Required work:
Set down again each entry exactly as it reads, pictures excluded.

Extracted entries:

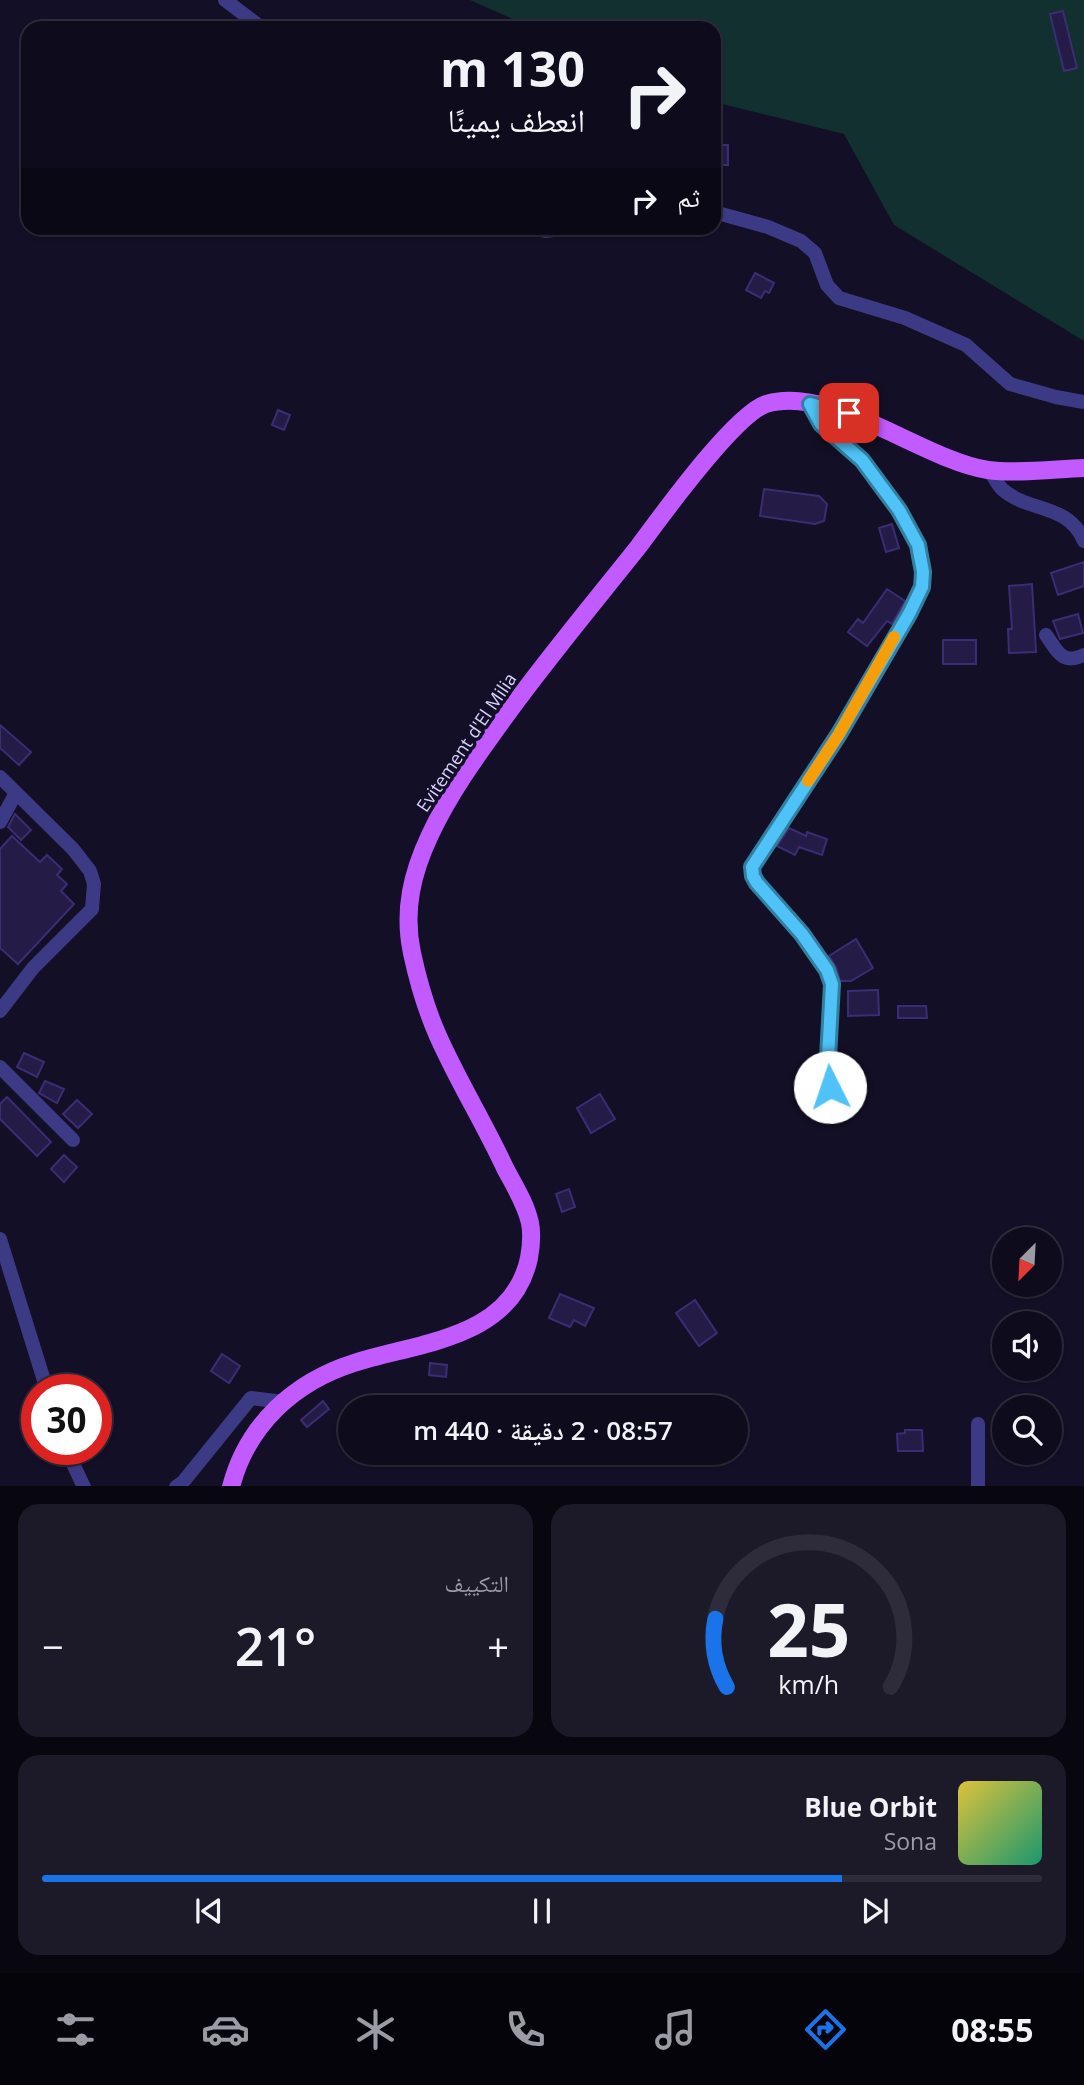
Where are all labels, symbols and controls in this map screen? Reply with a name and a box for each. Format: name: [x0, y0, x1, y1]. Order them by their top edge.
text: 130 m: [440, 35, 585, 101]
icon: right: [609, 49, 700, 140]
text: انعطف يمينًا: [448, 98, 585, 141]
text: ثم: [677, 179, 700, 215]
icon: right: [625, 182, 663, 220]
pin: [819, 383, 879, 443]
icon: arrive: [830, 394, 868, 432]
street label: Evitement d'El Milia: [410, 668, 522, 816]
position arrow: [793, 1050, 867, 1124]
north arrow: [992, 1227, 1062, 1297]
map controls: [992, 1227, 1062, 1465]
button: sound: [992, 1311, 1062, 1381]
speed limit sign: 30: [21, 1374, 112, 1465]
button: search: [992, 1395, 1062, 1465]
text: 08:57 · 2 دقيقة · 440 m: [413, 1412, 673, 1448]
text: التكييف: [444, 1567, 509, 1599]
text: 25: [767, 1579, 850, 1678]
text: 21°: [235, 1610, 316, 1681]
text: −: [42, 1620, 64, 1672]
text: +: [487, 1620, 509, 1672]
text: km/h: [778, 1666, 839, 1700]
text: Blue Orbit: [804, 1789, 937, 1825]
text: Sona: [884, 1825, 937, 1857]
icon: previous: [190, 1892, 228, 1930]
icon: pause: [523, 1892, 561, 1930]
icon: next: [856, 1892, 894, 1930]
icon: filters: [51, 2005, 100, 2054]
icon: car: [201, 2005, 250, 2054]
icon: climate: [351, 2005, 400, 2054]
icon: phone: [501, 2005, 550, 2054]
icon: music: [651, 2005, 700, 2054]
icon: directions: [801, 2005, 850, 2054]
text: 08:55: [951, 2008, 1033, 2051]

Written answer:
Where are all labels, symbols and controls in this map screen? Reply with a name and a box for each. Format: name: [x0, y0, x1, y1]. Order them by their top edge.
text: 130 m: [440, 35, 585, 101]
icon: right: [609, 49, 700, 140]
text: انعطف يمينًا: [448, 98, 585, 141]
text: ثم: [677, 179, 700, 215]
icon: right: [625, 182, 663, 220]
pin: [819, 383, 879, 443]
icon: arrive: [830, 394, 868, 432]
street label: Evitement d'El Milia: [410, 668, 522, 816]
position arrow: [793, 1050, 867, 1124]
north arrow: [992, 1227, 1062, 1297]
map controls: [992, 1227, 1062, 1465]
button: sound: [992, 1311, 1062, 1381]
speed limit sign: 30: [21, 1374, 112, 1465]
button: search: [992, 1395, 1062, 1465]
text: 08:57 · 2 دقيقة · 440 m: [413, 1412, 673, 1448]
text: التكييف: [444, 1567, 509, 1599]
text: 25: [767, 1579, 850, 1678]
text: 21°: [235, 1610, 316, 1681]
text: −: [42, 1620, 64, 1672]
text: +: [487, 1620, 509, 1672]
text: km/h: [778, 1666, 839, 1700]
text: Blue Orbit: [804, 1789, 937, 1825]
text: Sona: [884, 1825, 937, 1857]
icon: previous: [190, 1892, 228, 1930]
icon: pause: [523, 1892, 561, 1930]
icon: next: [856, 1892, 894, 1930]
icon: filters: [51, 2005, 100, 2054]
icon: car: [201, 2005, 250, 2054]
icon: climate: [351, 2005, 400, 2054]
icon: phone: [501, 2005, 550, 2054]
icon: music: [651, 2005, 700, 2054]
icon: directions: [801, 2005, 850, 2054]
text: 08:55: [951, 2008, 1033, 2051]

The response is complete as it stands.